= DNase-Seq =

DNase-seq (DNase I hypersensitive sites sequencing) is a method in molecular biology used to identify the location of regulatory regions, based on the genome-wide sequencing of regions sensitive to cleavage by DNase I. FAIRE-Seq is a successor of DNase-seq for the genome-wide identification of accessible DNA regions in the genome. Both the protocols for identifying open chromatin regions have biases depending on underlying nucleosome structure. For example, FAIRE-seq provides higher tag counts at non-promoter regions. On the other hand, DNase-seq signal is higher at promoter regions, and DNase-seq has been shown to have better sensitivity than FAIRE-seq even at non-promoter regions.

== DNase-seq Footprinting ==
DNase-seq requires some downstream bioinformatics analyses in order to provide genome-wide DNA footprints. The computational tools proposed can be categorized in two classes: segmentation-based and site-centric approaches.
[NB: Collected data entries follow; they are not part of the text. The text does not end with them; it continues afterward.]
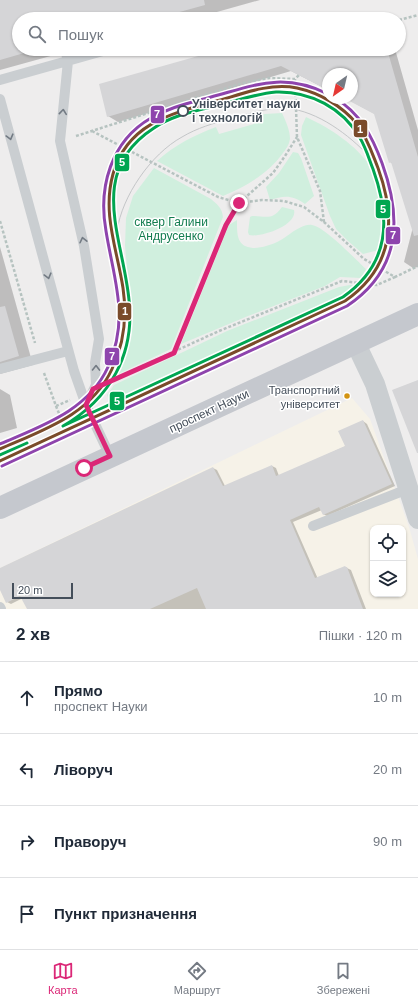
<!DOCTYPE html>
<html lang="uk">
<meta charset="utf-8">
<style>
:root{--surface:#fff;--page:#f2f2f3;--text:#1f2937;--muted:#747a83;--line:#e0e1e3;--accent:#db2777}
body{margin:0;font-family:Arial,sans-serif;background:var(--page);color:var(--text)}
.controls{position:absolute;right:12px;bottom:12px;display:grid;overflow:hidden;border-radius:8px;box-shadow:0 1px 3px #0004}
.controls button{width:36px;height:36px;display:grid;place-items:center;padding:0;border:0;border-bottom:1px solid var(--line);background:var(--surface);color:var(--text);font:20px sans-serif}
.compass{position:absolute;left:322px;top:68px;width:36px;height:36px;border-radius:50%;background:var(--surface);box-shadow:0 1px 3px #0004;rotate:214deg}
.scale{position:absolute;left:12px;bottom:10px;width:61px;box-sizing:border-box;padding-left:4px;border:2px solid #444e5a;border-top:0;font-size:11px;line-height:14px;white-space:nowrap;color:#444e5a;-webkit-text-stroke:3px #fff;paint-order:stroke}
.stop{position:absolute;width:12px;height:12px;margin:-9px;border:3px solid #db2777;border-radius:50%;background:#fff}
.stop.end{background:#db2777;border-color:#fff;box-shadow:0 1px 4px #0008}
.list{margin:0;padding:0;list-style:none}
h2{display:flex;justify-content:space-between;align-items:center;height:52px;margin:0;padding:0 16px;font-size:17px}
h2 small{font-size:13px;font-weight:400;color:var(--muted)}
.list li{display:grid;grid-template-columns:26px 1fr auto;gap:12px;align-items:center;box-sizing:border-box;height:72px;padding:0 16px;border-top:1px solid var(--line)}
.list b{display:block;font-size:15px;white-space:nowrap}
.list p{margin:0;font-size:13px;white-space:nowrap;color:var(--muted)}
.list em{font-size:13px;font-style:normal;color:var(--muted)}
.icon{flex:none;width:22px;height:22px;fill:none;stroke:currentColor;stroke-width:2;stroke-linecap:round;stroke-linejoin:round}
.map{position:relative;flex:none;width:418px;height:609px;overflow:hidden}
.search{position:absolute;background:var(--surface);box-shadow:0 1px 3px #0004;left:12px;right:12px;top:12px;height:44px;display:flex;align-items:center;gap:10px;box-sizing:border-box;padding:0 14px;border-radius:22px;color:var(--muted);font-size:15px}
.sheet{height:340px;background:var(--surface)}
nav{display:flex;justify-content:space-around;align-items:center;box-sizing:border-box;height:56px;border-top:1px solid var(--line);background:var(--surface);font-size:11px;color:var(--muted)}
nav a{display:grid;justify-items:center;gap:2px}
nav .on{color:var(--accent)}
.map>svg:first-child{display:block}
.commercial{fill:#f6f2e8;fill-rule:evenodd}
.green{fill:#d0efde}
.shadow{fill:#0003}
.building{fill:#d5d5d7}
.lines{fill:none;stroke-linecap:round;stroke-linejoin:round}
.path{stroke:#b6c3c0;stroke-width:2.5;stroke-dasharray:3 2;stroke-linecap:butt}
.lane{stroke:#caced1;stroke-width:10}
.street{stroke:#caced1;stroke-width:20}
.primary{stroke:#c5c8ce;stroke-width:22}
.tram{stroke:#c4c6c8;stroke-width:1}
.tram-1-casing{stroke:#fff;stroke-width:6}
.tram-2-casing{stroke:#fff;stroke-width:6}
.tram-3-casing{stroke:#fff;stroke-width:6}
.tram-1{stroke:#7a4b2a;stroke-width:3}
.tram-2{stroke:#00a651;stroke-width:3}
.tram-3{stroke:#8e44ad;stroke-width:3}
.oneway{stroke:#737b84}
.route{stroke:#db2777;stroke-width:5}
.stop-dot{fill:#fff;stroke:#444e5a;stroke-width:2}
.bus-dot{fill:#d39412;stroke:#fff;stroke-width:1.5}
.labels{text-anchor:middle;dominant-baseline:central;stroke-width:3;stroke-linejoin:round;paint-order:stroke}
.bus-label{font-size:11px;fill:#444e5a;stroke:#fff;text-anchor:end}
.stop-label{font-size:12px;font-weight:bold;fill:#444e5a;stroke:#fff;text-anchor:start}
.park-label{font-size:12px;fill:#137d50;stroke:#fff}
.street-label{font-size:12px;fill:#444e5a;stroke:#fff}
.line-badge{stroke:#fff;stroke-width:1.5}
.badge-label{font-size:11px;text-anchor:middle;font-weight:bold;fill:#fff}
</style>
<div class="map">
<svg width="418" height="609" viewBox="0 0 418 609">
<rect width="100%" height="100%" fill="#eeeded"/>
<!-- commercial -->
<path class="commercial" d="M352 398 370 419 409 527 418 559V609H0V568ZM373 528H403V594H373Z"/>
<!-- green -->
<path class="green" d="M282 113C286 122 290 130 290 139 289 145 286 149 283 153 268 174 246 186 223 196L157 161C176 144 193 136 216 127L219 134 254 124 253 117 265 114Z
M306 117C330 128 356 145 371 167 379 179 384 203 384 217 384 229 383 239 379 250L363 254 348 241 336 229 330 216 301 135 302 126Z
M293 152 298 153 301 158 314 196 305 204C293 195 284 195 270 200L266 187 279 173Z
M154 168 211 199C218 205 222 208 223 217L171 349 114 376 125 355 132 331 128 278 125 246 126 218 133 196Z
M282 207 294 210C298 225 261 238 249 235L248 232 250 217 252 216C266 216 272 221 282 207Z
M237 220C237 233 236 247 253 248 262 248 271 245 279 241 289 236 301 223 312 225 325 227 355 259 366 269L361 278 340 277 325 286 248 316 181 344 229 225Z
M350 285H355L347 293 119 398 109 399 107 395 114 385 227 331 339 287Z"/>
<!-- shadow -->
<path class="shadow" d="M0 0H260L192 19H19V49H76L0 70Z
M229 49H319L325 52 336 49H395L418 130V267L413 268 404 262 413 227 393 164 390 162 375 114 345 98H352V74H328V90L291 71 118 122 108 116Z
M0 247 33 365 0 374Z
M0 389 10 395 17 428 0 433Z
M363 421 367 424 395 486 327 516 323 514 322 510 293 522 318 579 345 567 351 570 366 609H28L23 598 11 604 7 602 0 588V569L213 468 217 470 225 486 272 466 276 468 279 476 346 446Z"/>
<!-- building -->
<path class="building" d="M0 0H204L205 5 154 19H19V49H38L0 60Z
M223 49H322L325 51 332 49H387L418 157V235L414 236 391 162 389 163 374 114 344 98H352V74H328V90L281 66 107 117 99 84Z
M5 306 19 356 0 362V307Z
M418 380V453H417L392 390Z
M363 420 392 484 323 515 319 507 290 520 315 578 345 566 346 567H347L363 609H206L197 588 150 609H27L20 596 6 603 0 590V568L213 467 223 486 272 465 276 476 345 446 338 431Z"/>
<g class="lines">
<!-- path -->
<path class="path" d="M399 20 418 15
M295 79 297 137 320 191 324 222
M92 131 218 197 239 203 262 200 284 201 304 207 324 222 364 259 395 277 418 266
M76 136 243 83 269 78 295 79 299 75
M0 221 35 343
M174 353 226 225 239 203 273 173 285 156 297 137
M44 373 56 406 62 421
M110 381 219 331 342 281 377 285 395 277
M56 406 70 400"/>
<!-- lane -->
<path class="lane" d="M65 49 68 61 60 141 84 246 99 339 95 363 96 385 86 405
M0 80 110 49
M0 99 74 371 86 405 110 456
M0 369 68 351
M313 526 408 489
M0 607 1 609"/>
<!-- street -->
<path class="street" d="M356 344 375 384 418 519"/>
<!-- primary -->
<path class="primary" d="M0 508 418 314"/>
<!-- tram -->
<path class="tram" d="M118 262C117 252 116 241 117 231 122 196 151 154 182 137 197 128 214 123 230 119 247 114 264 109 281 108 312 108 344 131 365 152 372 159 376 168 381 177"/>
<!-- tram-1 casing -->
<g class="tram-1-casing">
<path id="tram-1" d="M0 449C43 430 91 415 112 369 124 344 127 316 123 288 117 249 102 213 113 174 128 120 178 112 224 99 247 92 272 83 297 88 320 93 342 106 357 124 367 137 372 153 378 168 397 220 393 268 345 301L0 461"/>
</g>
<!-- tram-2 casing -->
<g class="tram-2-casing">
<path id="tram-2" d="M276 92C310 91 343 108 360 138 366 148 369 159 373 169 391 219 390 264 343 297L63 426C110 399 135 354 129 300 123 237 86 172 154 128 171 116 192 112 211 107 233 102 254 94 276 92Z
M0 455 27 443 2 454"/>
</g>
<!-- tram-3 casing -->
<g class="tram-3-casing">
<path id="tram-3" d="M0 444C41 426 88 411 108 367 130 317 114 281 106 231 98 187 111 141 151 118 170 107 190 103 211 97 256 85 283 72 328 94
M2 466 347 306C401 270 402 218 382 163 372 136 360 113 335 98"/>
</g>
<!-- tram-1 -->
<use href="#tram-1" class="tram-1"/>
<!-- tram-2 -->
<use href="#tram-2" class="tram-2"/>
<!-- tram-3 -->
<use href="#tram-3" class="tram-3"/>
</g>
<!-- one-way arrows -->
<defs><path id="oneway-chevron" d="M-2-3.5L2.5 0L-2 3.5" fill="none" stroke-width="1.6" stroke-linecap="round" stroke-linejoin="round"/></defs>
<g class="oneway">
<use href="#oneway-chevron" transform="translate(63 112) rotate(-84)"/>
<use href="#oneway-chevron" transform="translate(10 137) rotate(75)"/>
<use href="#oneway-chevron" transform="translate(83 240) rotate(-103)"/>
<use href="#oneway-chevron" transform="translate(48 276) rotate(75)"/>
<use href="#oneway-chevron" transform="translate(96 368) rotate(-89)"/>
</g>
<g class="lines">
<!-- route -->
<path class="route" d="M84 468 110 456 86 405 93 389 174 353 226 225 239 203"/>
</g>
<!-- markers -->
<circle class="stop-dot" cx="183" cy="111" r="5"/>
<circle class="bus-dot" cx="347" cy="396" r="3.5"/>
<g class="labels">
<!-- bus labels -->
<g class="bus-label">
<text x="340" y="390">Транспортний<tspan x="340" dy="14">університет</tspan></text>
</g>
<!-- stop labels -->
<g class="stop-label">
<text x="192" y="104">Університет науки<tspan x="192" dy="14">і технологій</tspan></text>
</g>
<!-- park labels -->
<g class="park-label">
<text x="171" y="222">сквер Галини<tspan x="171" dy="14">Андрусенко</tspan></text>
</g>
<!-- street labels -->
<g class="street-label">
<text transform="translate(209 411) rotate(-25)">проспект Науки</text>
</g>
</g>
<g class="line-badge">
<rect x="150" y="105" width="15" height="19" rx="4" fill="#8e44ad"/>
<rect x="353" y="119" width="15" height="19" rx="4" fill="#7a4b2a"/>
<rect x="114" y="153" width="16" height="19" rx="4" fill="#00a651"/>
<rect x="375" y="199" width="16" height="20" rx="4" fill="#00a651"/>
<rect x="385" y="226" width="16" height="19" rx="4" fill="#8e44ad"/>
<rect x="117" y="302" width="15" height="19" rx="4" fill="#7a4b2a"/>
<rect x="104" y="347" width="16" height="19" rx="4" fill="#8e44ad"/>
<rect x="109" y="391" width="16" height="20" rx="4" fill="#00a651"/>
</g>
<g class="badge-label">
<text x="157" y="118">7</text>
<text x="360" y="133">1</text>
<text x="122" y="166">5</text>
<text x="383" y="213">5</text>
<text x="393" y="239">7</text>
<text x="125" y="315">1</text>
<text x="112" y="360">7</text>
<text x="117" y="405">5</text>
</g>
</svg>
<div class="controls">
<button><svg class="icon" aria-label="locate" viewBox="0 0 24 24"><circle cx="12" cy="12" r="6"/><path d="M12 2v4M12 18v4M2 12h4M18 12h4"/></svg></button>
<button><svg class="icon" aria-label="layers" viewBox="0 0 24 24"><path d="M12 4l9 5-9 5-9-5zM3 14l9 5 9-5"/></svg></button>
</div>
<svg class="compass" viewBox="-18 -18 36 36"><path d="M0-13l5 13h-10z" fill="#e53935"/><path d="M0 13l5-13h-10z" fill="#747a83"/></svg>
<div class="scale">20 m</div>
<div class="stop" style="left:84px;top:468px"></div>
<div class="stop end" style="left:239px;top:203px"></div>
<div class="search"><svg class="icon" aria-label="search" viewBox="0 0 24 24"><circle cx="10" cy="10" r="6"/><path d="M15 15l6 6"/></svg>Пошук</div>
</div>
<section class="sheet">
<h2>2 хв<small>Пішки · 120 m</small></h2>
<ul class="list">
<li><svg class="icon" aria-label="ahead" viewBox="0 0 24 24"><path d="M12 20V5M6 11l6-6 6 6"/></svg><div><b>Прямо</b><p>проспект Науки</p></div><em>10 m</em></li>
<li><svg class="icon" aria-label="left" viewBox="0 0 24 24"><path d="M17 20v-9H6M10 6l-5 5 5 5"/></svg><div><b>Ліворуч</b></div><em>20 m</em></li>
<li><svg class="icon" aria-label="right" viewBox="0 0 24 24"><path d="M7 20v-9h11M14 6l5 5-5 5"/></svg><div><b>Праворуч</b></div><em>90 m</em></li>
<li><svg class="icon" aria-label="arrive" viewBox="0 0 24 24"><path d="M6 21V4h12l-3 4 3 4H6"/></svg><div><b>Пункт призначення</b></div></li>
</ul>
</section>
<nav>
<a class="on"><svg class="icon" aria-label="map" viewBox="0 0 24 24"><path d="M3 6l6-2 6 2 6-2v14l-6 2-6-2-6 2zM9 4v14M15 6v14"/></svg>Карта</a>
<a><svg class="icon" aria-label="directions" viewBox="0 0 24 24"><path d="M12 3l9 9-9 9-9-9zM9 14v-3h6M13 9l2 2-2 2"/></svg>Маршрут</a>
<a><svg class="icon" aria-label="saved" viewBox="0 0 24 24"><path d="M7 4h10v16l-5-4-5 4z"/></svg>Збережені</a>
</nav>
Segmentation-based methods are based on the application of Hidden Markov models or sliding window methods to segment the genome into open/closed chromatin region. Examples of such methods are: HINT, Boyle method and Neph method. Site-centric methods, on the other hand, find footprints given the open chromatin profile around motif-predicted binding sites, i.e., regulatory regions predicted using DNA-protein sequence information (encoded in structures such as Position weight matrix). Examples of these methods are CENTIPEDE and Cuellar-Partida method.